Fabrics really make all the difference. One main mistake that a lot of brides make is decide they hate a certain fabric based on one dress they've seen in that fabric.  Most fabric have an expensive silk version and a cheaper synthetic version.  I cant count the number of brides who've told me how much they hate taffeta because they tried on a cheap taffeta prom dress that was crunchier than burnt toast, but after being introduced to luxe silk taffeta fell deeply in love with it!
• Satin-  Glossy or matte high sheen fabric. Pros: drapes well, catches the light, glides smoothly. Cons: stains easily, very shiny, heavy weight, wrinkles easily

The very popular Adorae by Sottero & Midgely in Demir stretch satin

• Tulle- Light weight net fabric. Pros: Floaty, light weight, adds bulk to full skirts.

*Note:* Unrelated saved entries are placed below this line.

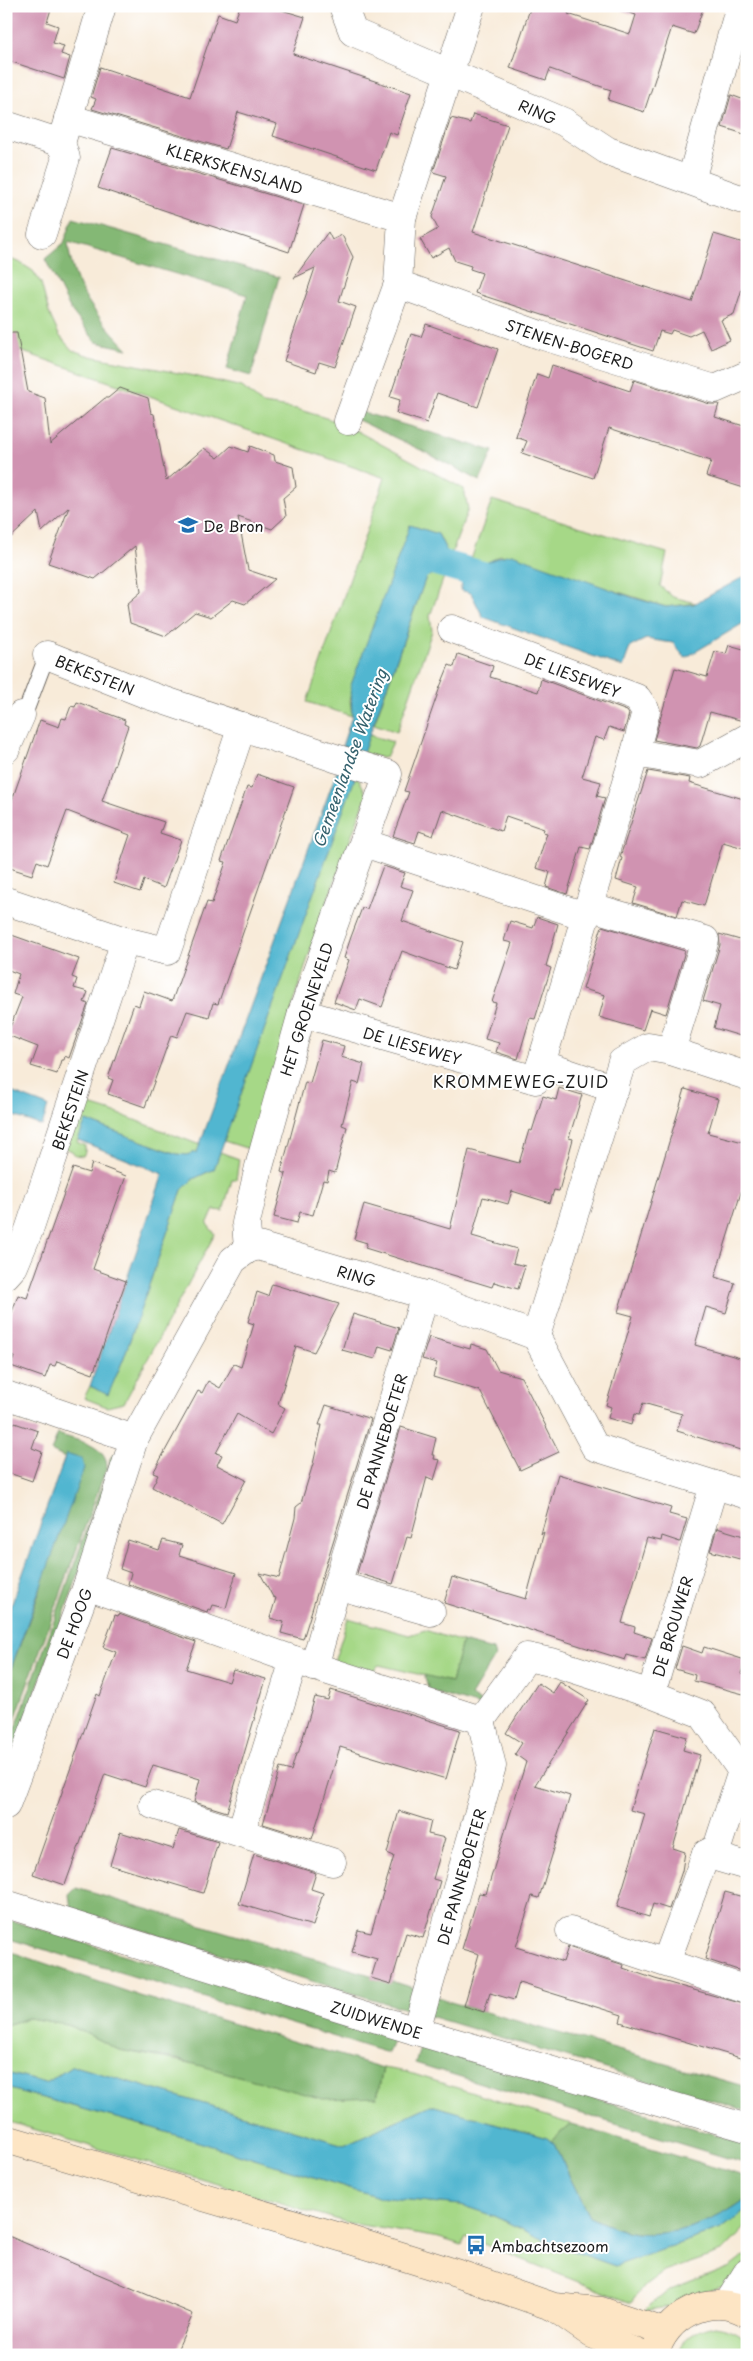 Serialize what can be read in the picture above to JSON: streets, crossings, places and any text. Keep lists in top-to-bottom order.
{
  "streets": {
    "street": [
      "RING",
      "KLERKSKENSLAND",
      "STENEN-BOGERD",
      "BEKESTEIN",
      "DE LIESEWEY",
      "HET GROENEVELD",
      "DE PANNEBOETER",
      "DE HOOG",
      "DE BROUWER",
      "ZUIDWENDE"
    ]
  },
  "crossings": [
    ["RING", "HET GROENEVELD"],
    ["RING", "DE PANNEBOETER"],
    ["BEKESTEIN", "HET GROENEVELD"],
    ["DE LIESEWEY", "HET GROENEVELD"],
    ["DE PANNEBOETER", "ZUIDWENDE"]
  ],
  "districts": ["KROMMEWEG-ZUID"],
  "water": ["Gemeenlandse Watering"],
  "places": {
    "school or university": ["De Bron"],
    "bus stop": ["Ambachtsezoom"]
  }
}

Cons: Delicate and rips easily, Has the tendency to look cheap and childish

Amsale Tulle skirt

• Lace- Intricate woven patterned fabric. Pros: Interesting textured look  Cons: Tendency to look dated, delicate

Jim Hjelm

• Chiffon- Sheer crêpe -like fabric. Pros: light weight, floaty, wrinkle resistant, excellent for outdoor destination weddings. Cons: Tendency to look casual

Romona Keveza silk chiffon

• Taffeta- Crisp firm high sheen fabric. Excellent for structured gowns. Pros: drapes well and maintains its shape, great for bows and floral applique. Cons: cheaper versions of this fabric can be too hard and crunchy.

                                                            Angelina Faccenda taffeta bodice

• Shantung Affectionately dubbed the love child of satin and taffeta: high sheen crisp fabric. Pros: high sheen luxe look. Cons: Heavy weight.

                                                                                            Christos Silk Shantung
• Organza- Light weight soft net, shinier and silkier than tulle. Over used as an overlay or bottom layer for gowns. Pros: light weight Cons: Tendency to look rubbery.